One of the most frustrating things about being an intern is that you're easy to neglect. When you aren't paid much more than unskilled labor, management can afford to treat you as such. On the one hand, you aren't too likely to lose your job assuming you do decent work. When you're paid very little, no one's going to worry about how much your income is cutting into the bottom line. And it would cost half your salary just to replace you.
But on the other hand, it's just as cost effective to have you mop the floors as it is to have you write a new kernel module. I'm not saying this actually happens. However, in a less extreme form, your employer can afford to completely ignore you or give you menial tasks or completely waste your talent in other ways. Think about it. If you were making $100 an hour, the boss would want you designing and implementing code full time. You wouldn't be filling out paper work or making web pages. Someone might even higher a full time QA engineer to relieve you of the task because those jobs usually pay less.
Really, the whole point of an internship is for you to learn. The company that hires you gets the benefit of cheap labor and a possible employee in the future. You get experience and some spending cash. The employer knows he's getting someone unexperienced.
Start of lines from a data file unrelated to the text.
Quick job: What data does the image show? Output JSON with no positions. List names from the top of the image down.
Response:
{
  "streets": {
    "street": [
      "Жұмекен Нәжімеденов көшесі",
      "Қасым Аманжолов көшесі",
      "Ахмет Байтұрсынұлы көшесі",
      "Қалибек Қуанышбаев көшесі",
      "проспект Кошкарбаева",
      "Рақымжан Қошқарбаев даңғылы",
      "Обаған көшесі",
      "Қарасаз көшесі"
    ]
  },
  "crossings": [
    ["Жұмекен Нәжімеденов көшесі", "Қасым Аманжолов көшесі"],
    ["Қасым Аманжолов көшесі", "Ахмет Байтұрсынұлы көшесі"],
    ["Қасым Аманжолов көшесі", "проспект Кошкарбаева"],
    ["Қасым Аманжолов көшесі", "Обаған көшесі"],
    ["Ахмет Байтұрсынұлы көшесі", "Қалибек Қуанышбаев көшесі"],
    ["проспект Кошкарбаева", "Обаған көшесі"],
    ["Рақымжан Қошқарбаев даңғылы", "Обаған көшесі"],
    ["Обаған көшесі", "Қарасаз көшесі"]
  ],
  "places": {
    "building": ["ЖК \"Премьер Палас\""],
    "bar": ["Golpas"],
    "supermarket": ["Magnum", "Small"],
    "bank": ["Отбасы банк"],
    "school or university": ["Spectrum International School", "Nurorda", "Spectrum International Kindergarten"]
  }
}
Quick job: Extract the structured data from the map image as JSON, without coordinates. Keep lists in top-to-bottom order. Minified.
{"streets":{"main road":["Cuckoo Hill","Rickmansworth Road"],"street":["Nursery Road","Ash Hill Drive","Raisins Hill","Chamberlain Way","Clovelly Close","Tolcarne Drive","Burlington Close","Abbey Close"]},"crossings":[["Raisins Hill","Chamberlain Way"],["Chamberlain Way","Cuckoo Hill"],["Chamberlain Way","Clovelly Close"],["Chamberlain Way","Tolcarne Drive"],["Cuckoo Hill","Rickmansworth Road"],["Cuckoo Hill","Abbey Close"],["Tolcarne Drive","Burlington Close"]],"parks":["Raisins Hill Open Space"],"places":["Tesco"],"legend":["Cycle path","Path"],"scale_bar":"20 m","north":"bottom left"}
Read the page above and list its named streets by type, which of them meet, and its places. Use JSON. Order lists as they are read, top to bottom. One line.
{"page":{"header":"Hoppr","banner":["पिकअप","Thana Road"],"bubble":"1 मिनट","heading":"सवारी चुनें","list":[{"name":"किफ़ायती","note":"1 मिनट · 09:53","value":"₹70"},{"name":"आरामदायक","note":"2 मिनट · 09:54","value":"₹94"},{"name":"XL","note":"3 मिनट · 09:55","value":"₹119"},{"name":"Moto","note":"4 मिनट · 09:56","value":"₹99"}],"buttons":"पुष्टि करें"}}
If you're able to do even reasonable work, you have upheld your end of the deal. But how many internships actually attempt to teach the intern something. Many are just low paying jobs, and you're being exploited.
The most difficult problem I've had is just finding work. Now, I've noticed some people are just better at knowing what's going on and taking on responsibility. If this isn't you, pay careful attention. The first thing you should do is try not to allow yourself to get too locked into one project. If you can, keep current with other projects. If you don't, you may find yourself perpetually in the state of waiting for the next task. This is a bad position to be in. When your employer isn't constantly worrying about whether your being productive (because you don't matter), you have to take control of your projects.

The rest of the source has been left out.